WORK TASK
Return the number of lines below that contain "Math"; nothing else belongs in the reply.

EXTRACTED RECORDS
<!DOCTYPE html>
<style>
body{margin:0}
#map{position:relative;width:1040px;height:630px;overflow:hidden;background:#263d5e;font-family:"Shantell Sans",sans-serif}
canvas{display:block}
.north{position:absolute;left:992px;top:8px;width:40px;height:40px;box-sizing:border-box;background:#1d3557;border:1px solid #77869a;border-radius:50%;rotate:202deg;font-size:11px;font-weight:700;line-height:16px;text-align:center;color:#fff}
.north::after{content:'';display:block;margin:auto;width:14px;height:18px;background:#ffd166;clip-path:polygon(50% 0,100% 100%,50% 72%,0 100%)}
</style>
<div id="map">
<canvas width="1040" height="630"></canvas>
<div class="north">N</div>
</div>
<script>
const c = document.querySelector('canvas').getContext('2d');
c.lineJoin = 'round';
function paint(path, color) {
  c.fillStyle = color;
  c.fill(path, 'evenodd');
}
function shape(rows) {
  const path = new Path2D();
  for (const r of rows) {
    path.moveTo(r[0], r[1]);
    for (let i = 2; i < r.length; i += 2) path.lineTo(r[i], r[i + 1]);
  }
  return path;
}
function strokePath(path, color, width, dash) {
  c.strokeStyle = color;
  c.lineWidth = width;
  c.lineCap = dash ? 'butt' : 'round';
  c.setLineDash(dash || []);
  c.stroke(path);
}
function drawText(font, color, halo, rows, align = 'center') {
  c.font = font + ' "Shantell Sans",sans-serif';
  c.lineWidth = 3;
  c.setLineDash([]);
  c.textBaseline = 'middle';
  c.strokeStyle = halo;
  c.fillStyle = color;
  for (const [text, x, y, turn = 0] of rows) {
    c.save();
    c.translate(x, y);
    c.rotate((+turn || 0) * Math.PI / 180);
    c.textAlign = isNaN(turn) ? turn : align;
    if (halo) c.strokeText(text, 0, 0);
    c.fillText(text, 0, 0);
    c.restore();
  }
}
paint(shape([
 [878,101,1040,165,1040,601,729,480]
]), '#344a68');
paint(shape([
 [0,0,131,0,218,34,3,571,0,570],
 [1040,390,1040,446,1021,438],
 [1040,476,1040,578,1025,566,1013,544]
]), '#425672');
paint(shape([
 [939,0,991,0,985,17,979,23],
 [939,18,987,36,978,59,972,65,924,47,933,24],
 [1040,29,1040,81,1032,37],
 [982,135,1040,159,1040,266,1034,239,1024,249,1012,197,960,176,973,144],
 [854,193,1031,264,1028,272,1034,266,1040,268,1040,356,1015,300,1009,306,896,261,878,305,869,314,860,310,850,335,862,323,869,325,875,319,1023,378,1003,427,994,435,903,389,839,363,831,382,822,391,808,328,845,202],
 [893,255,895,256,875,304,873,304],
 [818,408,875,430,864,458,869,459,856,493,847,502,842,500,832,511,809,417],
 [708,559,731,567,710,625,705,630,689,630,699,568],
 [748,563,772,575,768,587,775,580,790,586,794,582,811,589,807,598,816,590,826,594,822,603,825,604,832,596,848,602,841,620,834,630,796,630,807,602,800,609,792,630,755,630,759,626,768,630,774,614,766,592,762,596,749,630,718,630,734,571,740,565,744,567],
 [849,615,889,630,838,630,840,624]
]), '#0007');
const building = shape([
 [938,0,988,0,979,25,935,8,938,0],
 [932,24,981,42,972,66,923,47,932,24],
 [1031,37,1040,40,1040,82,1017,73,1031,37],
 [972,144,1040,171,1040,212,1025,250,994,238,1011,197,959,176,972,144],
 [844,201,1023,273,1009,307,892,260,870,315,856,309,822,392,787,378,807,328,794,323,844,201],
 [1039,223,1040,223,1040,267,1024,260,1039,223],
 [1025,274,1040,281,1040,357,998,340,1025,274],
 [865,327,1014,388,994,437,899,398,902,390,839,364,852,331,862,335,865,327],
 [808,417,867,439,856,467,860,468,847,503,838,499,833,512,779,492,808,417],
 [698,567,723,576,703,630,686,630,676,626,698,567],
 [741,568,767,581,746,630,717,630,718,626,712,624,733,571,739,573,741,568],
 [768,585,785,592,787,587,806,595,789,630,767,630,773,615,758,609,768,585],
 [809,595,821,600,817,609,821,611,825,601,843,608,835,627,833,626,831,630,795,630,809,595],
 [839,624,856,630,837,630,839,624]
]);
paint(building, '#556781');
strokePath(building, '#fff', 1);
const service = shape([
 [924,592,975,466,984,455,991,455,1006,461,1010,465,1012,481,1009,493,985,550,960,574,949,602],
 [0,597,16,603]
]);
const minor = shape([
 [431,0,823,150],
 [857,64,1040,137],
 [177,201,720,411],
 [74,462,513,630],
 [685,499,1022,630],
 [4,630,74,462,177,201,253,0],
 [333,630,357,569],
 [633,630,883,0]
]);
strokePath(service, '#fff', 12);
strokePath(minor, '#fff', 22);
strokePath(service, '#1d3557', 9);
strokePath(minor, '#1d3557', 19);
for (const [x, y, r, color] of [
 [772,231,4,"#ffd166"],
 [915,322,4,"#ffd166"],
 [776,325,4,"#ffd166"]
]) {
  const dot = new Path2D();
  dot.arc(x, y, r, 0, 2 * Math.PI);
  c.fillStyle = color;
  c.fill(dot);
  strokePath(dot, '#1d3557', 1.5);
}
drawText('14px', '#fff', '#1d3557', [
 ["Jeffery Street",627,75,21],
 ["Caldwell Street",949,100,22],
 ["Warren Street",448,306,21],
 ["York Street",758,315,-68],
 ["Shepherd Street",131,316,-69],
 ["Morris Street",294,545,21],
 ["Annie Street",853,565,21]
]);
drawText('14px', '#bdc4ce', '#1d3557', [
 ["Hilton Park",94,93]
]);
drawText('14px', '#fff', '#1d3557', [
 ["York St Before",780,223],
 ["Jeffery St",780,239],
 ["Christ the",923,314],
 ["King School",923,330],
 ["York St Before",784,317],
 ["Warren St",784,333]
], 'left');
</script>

THE COMPLETED TASK
2